→ To do: Repeat all entries exactly.

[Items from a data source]
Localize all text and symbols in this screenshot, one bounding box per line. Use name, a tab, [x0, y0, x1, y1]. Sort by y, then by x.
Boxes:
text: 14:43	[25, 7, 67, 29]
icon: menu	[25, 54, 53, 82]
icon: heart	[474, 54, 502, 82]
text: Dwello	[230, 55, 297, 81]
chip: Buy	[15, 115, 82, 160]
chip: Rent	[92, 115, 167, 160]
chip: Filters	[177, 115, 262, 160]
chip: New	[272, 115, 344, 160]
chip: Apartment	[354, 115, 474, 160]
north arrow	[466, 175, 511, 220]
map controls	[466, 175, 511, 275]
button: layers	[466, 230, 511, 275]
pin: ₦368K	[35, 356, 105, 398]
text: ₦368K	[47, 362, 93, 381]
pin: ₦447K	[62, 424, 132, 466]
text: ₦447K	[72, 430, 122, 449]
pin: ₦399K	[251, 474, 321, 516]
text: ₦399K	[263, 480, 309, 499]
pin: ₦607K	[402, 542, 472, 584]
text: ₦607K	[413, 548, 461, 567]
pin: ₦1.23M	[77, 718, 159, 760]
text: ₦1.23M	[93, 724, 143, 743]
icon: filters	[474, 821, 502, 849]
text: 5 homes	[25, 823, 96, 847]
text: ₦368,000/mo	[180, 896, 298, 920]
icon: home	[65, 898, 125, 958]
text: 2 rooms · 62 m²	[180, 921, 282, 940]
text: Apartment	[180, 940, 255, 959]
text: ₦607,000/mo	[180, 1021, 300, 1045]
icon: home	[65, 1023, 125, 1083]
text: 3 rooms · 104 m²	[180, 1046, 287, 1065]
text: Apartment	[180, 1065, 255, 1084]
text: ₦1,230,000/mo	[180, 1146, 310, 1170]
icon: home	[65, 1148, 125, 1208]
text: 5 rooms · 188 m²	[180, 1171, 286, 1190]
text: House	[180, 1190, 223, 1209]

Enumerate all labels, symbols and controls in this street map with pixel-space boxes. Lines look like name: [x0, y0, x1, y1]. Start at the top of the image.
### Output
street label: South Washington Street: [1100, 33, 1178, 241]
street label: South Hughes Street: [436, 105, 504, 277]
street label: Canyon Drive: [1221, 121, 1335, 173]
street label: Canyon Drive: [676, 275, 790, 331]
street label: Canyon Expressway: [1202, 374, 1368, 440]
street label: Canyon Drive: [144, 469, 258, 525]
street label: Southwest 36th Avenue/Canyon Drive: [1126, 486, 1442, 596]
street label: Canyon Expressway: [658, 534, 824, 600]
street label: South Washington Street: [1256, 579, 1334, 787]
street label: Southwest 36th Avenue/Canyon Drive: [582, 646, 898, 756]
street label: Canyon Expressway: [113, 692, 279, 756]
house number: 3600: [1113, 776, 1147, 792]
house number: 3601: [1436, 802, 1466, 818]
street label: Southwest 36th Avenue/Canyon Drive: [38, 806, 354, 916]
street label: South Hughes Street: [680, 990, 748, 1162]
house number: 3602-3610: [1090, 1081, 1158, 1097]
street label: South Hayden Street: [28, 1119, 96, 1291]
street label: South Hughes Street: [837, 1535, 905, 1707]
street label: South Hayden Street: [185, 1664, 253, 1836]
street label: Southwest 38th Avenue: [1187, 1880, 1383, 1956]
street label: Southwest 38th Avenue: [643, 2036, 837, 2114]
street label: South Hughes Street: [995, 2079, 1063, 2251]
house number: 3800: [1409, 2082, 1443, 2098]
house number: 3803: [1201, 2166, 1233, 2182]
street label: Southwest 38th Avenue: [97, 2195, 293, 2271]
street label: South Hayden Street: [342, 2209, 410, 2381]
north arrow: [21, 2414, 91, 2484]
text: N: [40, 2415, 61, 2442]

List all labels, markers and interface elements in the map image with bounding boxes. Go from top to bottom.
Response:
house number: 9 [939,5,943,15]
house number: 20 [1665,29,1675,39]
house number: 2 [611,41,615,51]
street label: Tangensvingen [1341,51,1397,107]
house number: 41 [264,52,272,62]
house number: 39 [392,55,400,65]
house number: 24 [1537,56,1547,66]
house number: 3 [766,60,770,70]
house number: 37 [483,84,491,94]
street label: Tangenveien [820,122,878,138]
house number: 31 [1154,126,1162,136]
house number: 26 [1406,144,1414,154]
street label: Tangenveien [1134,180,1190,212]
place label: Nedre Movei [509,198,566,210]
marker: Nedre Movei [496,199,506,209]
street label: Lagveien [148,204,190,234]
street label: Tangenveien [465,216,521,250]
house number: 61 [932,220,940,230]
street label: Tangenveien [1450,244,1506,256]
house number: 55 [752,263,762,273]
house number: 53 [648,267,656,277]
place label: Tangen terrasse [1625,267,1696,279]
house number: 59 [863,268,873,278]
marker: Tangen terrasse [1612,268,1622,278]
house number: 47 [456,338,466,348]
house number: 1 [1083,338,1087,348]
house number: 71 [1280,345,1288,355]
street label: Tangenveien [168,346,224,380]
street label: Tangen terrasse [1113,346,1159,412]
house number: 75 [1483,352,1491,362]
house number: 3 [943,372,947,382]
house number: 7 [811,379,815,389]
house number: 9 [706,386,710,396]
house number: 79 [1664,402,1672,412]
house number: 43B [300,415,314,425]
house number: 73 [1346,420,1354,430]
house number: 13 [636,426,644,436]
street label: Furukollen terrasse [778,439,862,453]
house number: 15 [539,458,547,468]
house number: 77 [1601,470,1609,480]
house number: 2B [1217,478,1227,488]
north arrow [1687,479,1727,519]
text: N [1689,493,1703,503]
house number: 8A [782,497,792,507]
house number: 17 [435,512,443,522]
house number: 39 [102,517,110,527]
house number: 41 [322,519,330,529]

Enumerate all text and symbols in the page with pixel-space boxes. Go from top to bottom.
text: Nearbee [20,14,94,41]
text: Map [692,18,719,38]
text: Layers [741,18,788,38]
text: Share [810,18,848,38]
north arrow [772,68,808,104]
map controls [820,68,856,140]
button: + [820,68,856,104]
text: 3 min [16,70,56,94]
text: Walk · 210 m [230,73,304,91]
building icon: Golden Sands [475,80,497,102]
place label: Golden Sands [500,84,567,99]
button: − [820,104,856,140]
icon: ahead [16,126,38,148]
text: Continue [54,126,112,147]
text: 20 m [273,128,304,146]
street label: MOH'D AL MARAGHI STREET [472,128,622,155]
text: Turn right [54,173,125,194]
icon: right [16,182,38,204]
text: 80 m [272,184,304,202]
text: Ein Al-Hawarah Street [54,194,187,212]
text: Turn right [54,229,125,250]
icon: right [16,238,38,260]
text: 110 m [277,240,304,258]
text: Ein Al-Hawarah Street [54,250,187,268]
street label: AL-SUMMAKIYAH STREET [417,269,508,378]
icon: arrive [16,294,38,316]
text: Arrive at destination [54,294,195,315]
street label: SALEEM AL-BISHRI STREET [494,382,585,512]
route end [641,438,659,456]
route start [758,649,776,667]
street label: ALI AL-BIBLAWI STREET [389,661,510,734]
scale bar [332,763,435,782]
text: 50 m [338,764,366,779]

→ Solution to this exercise:
Localize all text and symbols in this screenshot, one bounding box per line. Use name, a tab, [x0, y0, x1, y1]. Sort by y, then by x.
Boxes:
text: 14:43	[25, 7, 67, 29]
icon: menu	[25, 54, 53, 82]
icon: heart	[474, 54, 502, 82]
text: Dwello	[230, 55, 297, 81]
chip: Buy	[15, 115, 82, 160]
chip: Rent	[92, 115, 167, 160]
chip: Filters	[177, 115, 262, 160]
chip: New	[272, 115, 344, 160]
chip: Apartment	[354, 115, 474, 160]
north arrow	[466, 175, 511, 220]
map controls	[466, 175, 511, 275]
button: layers	[466, 230, 511, 275]
pin: ₦368K	[35, 356, 105, 398]
text: ₦368K	[47, 362, 93, 381]
pin: ₦447K	[62, 424, 132, 466]
text: ₦447K	[72, 430, 122, 449]
pin: ₦399K	[251, 474, 321, 516]
text: ₦399K	[263, 480, 309, 499]
pin: ₦607K	[402, 542, 472, 584]
text: ₦607K	[413, 548, 461, 567]
pin: ₦1.23M	[77, 718, 159, 760]
text: ₦1.23M	[93, 724, 143, 743]
icon: filters	[474, 821, 502, 849]
text: 5 homes	[25, 823, 96, 847]
text: ₦368,000/mo	[180, 896, 298, 920]
icon: home	[65, 898, 125, 958]
text: 2 rooms · 62 m²	[180, 921, 282, 940]
text: Apartment	[180, 940, 255, 959]
text: ₦607,000/mo	[180, 1021, 300, 1045]
icon: home	[65, 1023, 125, 1083]
text: 3 rooms · 104 m²	[180, 1046, 287, 1065]
text: Apartment	[180, 1065, 255, 1084]
text: ₦1,230,000/mo	[180, 1146, 310, 1170]
icon: home	[65, 1148, 125, 1208]
text: 5 rooms · 188 m²	[180, 1171, 286, 1190]
text: House	[180, 1190, 223, 1209]

Enumerate all labels, symbols and controls in this street map with pixel-space boxes. Lines look like name: [x0, y0, x1, y1]. Start at the top of the image.
### Output
street label: South Washington Street: [1100, 33, 1178, 241]
street label: South Hughes Street: [436, 105, 504, 277]
street label: Canyon Drive: [1221, 121, 1335, 173]
street label: Canyon Drive: [676, 275, 790, 331]
street label: Canyon Expressway: [1202, 374, 1368, 440]
street label: Canyon Drive: [144, 469, 258, 525]
street label: Southwest 36th Avenue/Canyon Drive: [1126, 486, 1442, 596]
street label: Canyon Expressway: [658, 534, 824, 600]
street label: South Washington Street: [1256, 579, 1334, 787]
street label: Southwest 36th Avenue/Canyon Drive: [582, 646, 898, 756]
street label: Canyon Expressway: [113, 692, 279, 756]
house number: 3600: [1113, 776, 1147, 792]
house number: 3601: [1436, 802, 1466, 818]
street label: Southwest 36th Avenue/Canyon Drive: [38, 806, 354, 916]
street label: South Hughes Street: [680, 990, 748, 1162]
house number: 3602-3610: [1090, 1081, 1158, 1097]
street label: South Hayden Street: [28, 1119, 96, 1291]
street label: South Hughes Street: [837, 1535, 905, 1707]
street label: South Hayden Street: [185, 1664, 253, 1836]
street label: Southwest 38th Avenue: [1187, 1880, 1383, 1956]
street label: Southwest 38th Avenue: [643, 2036, 837, 2114]
street label: South Hughes Street: [995, 2079, 1063, 2251]
house number: 3800: [1409, 2082, 1443, 2098]
house number: 3803: [1201, 2166, 1233, 2182]
street label: Southwest 38th Avenue: [97, 2195, 293, 2271]
street label: South Hayden Street: [342, 2209, 410, 2381]
north arrow: [21, 2414, 91, 2484]
text: N: [40, 2415, 61, 2442]

List all labels, markers and interface elements in the map image with bounding boxes. Go from top to bottom.
Response:
house number: 9 [939,5,943,15]
house number: 20 [1665,29,1675,39]
house number: 2 [611,41,615,51]
street label: Tangensvingen [1341,51,1397,107]
house number: 41 [264,52,272,62]
house number: 39 [392,55,400,65]
house number: 24 [1537,56,1547,66]
house number: 3 [766,60,770,70]
house number: 37 [483,84,491,94]
street label: Tangenveien [820,122,878,138]
house number: 31 [1154,126,1162,136]
house number: 26 [1406,144,1414,154]
street label: Tangenveien [1134,180,1190,212]
place label: Nedre Movei [509,198,566,210]
marker: Nedre Movei [496,199,506,209]
street label: Lagveien [148,204,190,234]
street label: Tangenveien [465,216,521,250]
house number: 61 [932,220,940,230]
street label: Tangenveien [1450,244,1506,256]
house number: 55 [752,263,762,273]
house number: 53 [648,267,656,277]
place label: Tangen terrasse [1625,267,1696,279]
house number: 59 [863,268,873,278]
marker: Tangen terrasse [1612,268,1622,278]
house number: 47 [456,338,466,348]
house number: 1 [1083,338,1087,348]
house number: 71 [1280,345,1288,355]
street label: Tangenveien [168,346,224,380]
street label: Tangen terrasse [1113,346,1159,412]
house number: 75 [1483,352,1491,362]
house number: 3 [943,372,947,382]
house number: 7 [811,379,815,389]
house number: 9 [706,386,710,396]
house number: 79 [1664,402,1672,412]
house number: 43B [300,415,314,425]
house number: 73 [1346,420,1354,430]
house number: 13 [636,426,644,436]
street label: Furukollen terrasse [778,439,862,453]
house number: 15 [539,458,547,468]
house number: 77 [1601,470,1609,480]
house number: 2B [1217,478,1227,488]
north arrow [1687,479,1727,519]
text: N [1689,493,1703,503]
house number: 8A [782,497,792,507]
house number: 17 [435,512,443,522]
house number: 39 [102,517,110,527]
house number: 41 [322,519,330,529]

Enumerate all text and symbols in the page with pixel-space boxes. Go from top to bottom.
text: Nearbee [20,14,94,41]
text: Map [692,18,719,38]
text: Layers [741,18,788,38]
text: Share [810,18,848,38]
north arrow [772,68,808,104]
map controls [820,68,856,140]
button: + [820,68,856,104]
text: 3 min [16,70,56,94]
text: Walk · 210 m [230,73,304,91]
building icon: Golden Sands [475,80,497,102]
place label: Golden Sands [500,84,567,99]
button: − [820,104,856,140]
icon: ahead [16,126,38,148]
text: Continue [54,126,112,147]
text: 20 m [273,128,304,146]
street label: MOH'D AL MARAGHI STREET [472,128,622,155]
text: Turn right [54,173,125,194]
icon: right [16,182,38,204]
text: 80 m [272,184,304,202]
text: Ein Al-Hawarah Street [54,194,187,212]
text: Turn right [54,229,125,250]
icon: right [16,238,38,260]
text: 110 m [277,240,304,258]
text: Ein Al-Hawarah Street [54,250,187,268]
street label: AL-SUMMAKIYAH STREET [417,269,508,378]
icon: arrive [16,294,38,316]
text: Arrive at destination [54,294,195,315]
street label: SALEEM AL-BISHRI STREET [494,382,585,512]
route end [641,438,659,456]
route start [758,649,776,667]
street label: ALI AL-BIBLAWI STREET [389,661,510,734]
scale bar [332,763,435,782]
text: 50 m [338,764,366,779]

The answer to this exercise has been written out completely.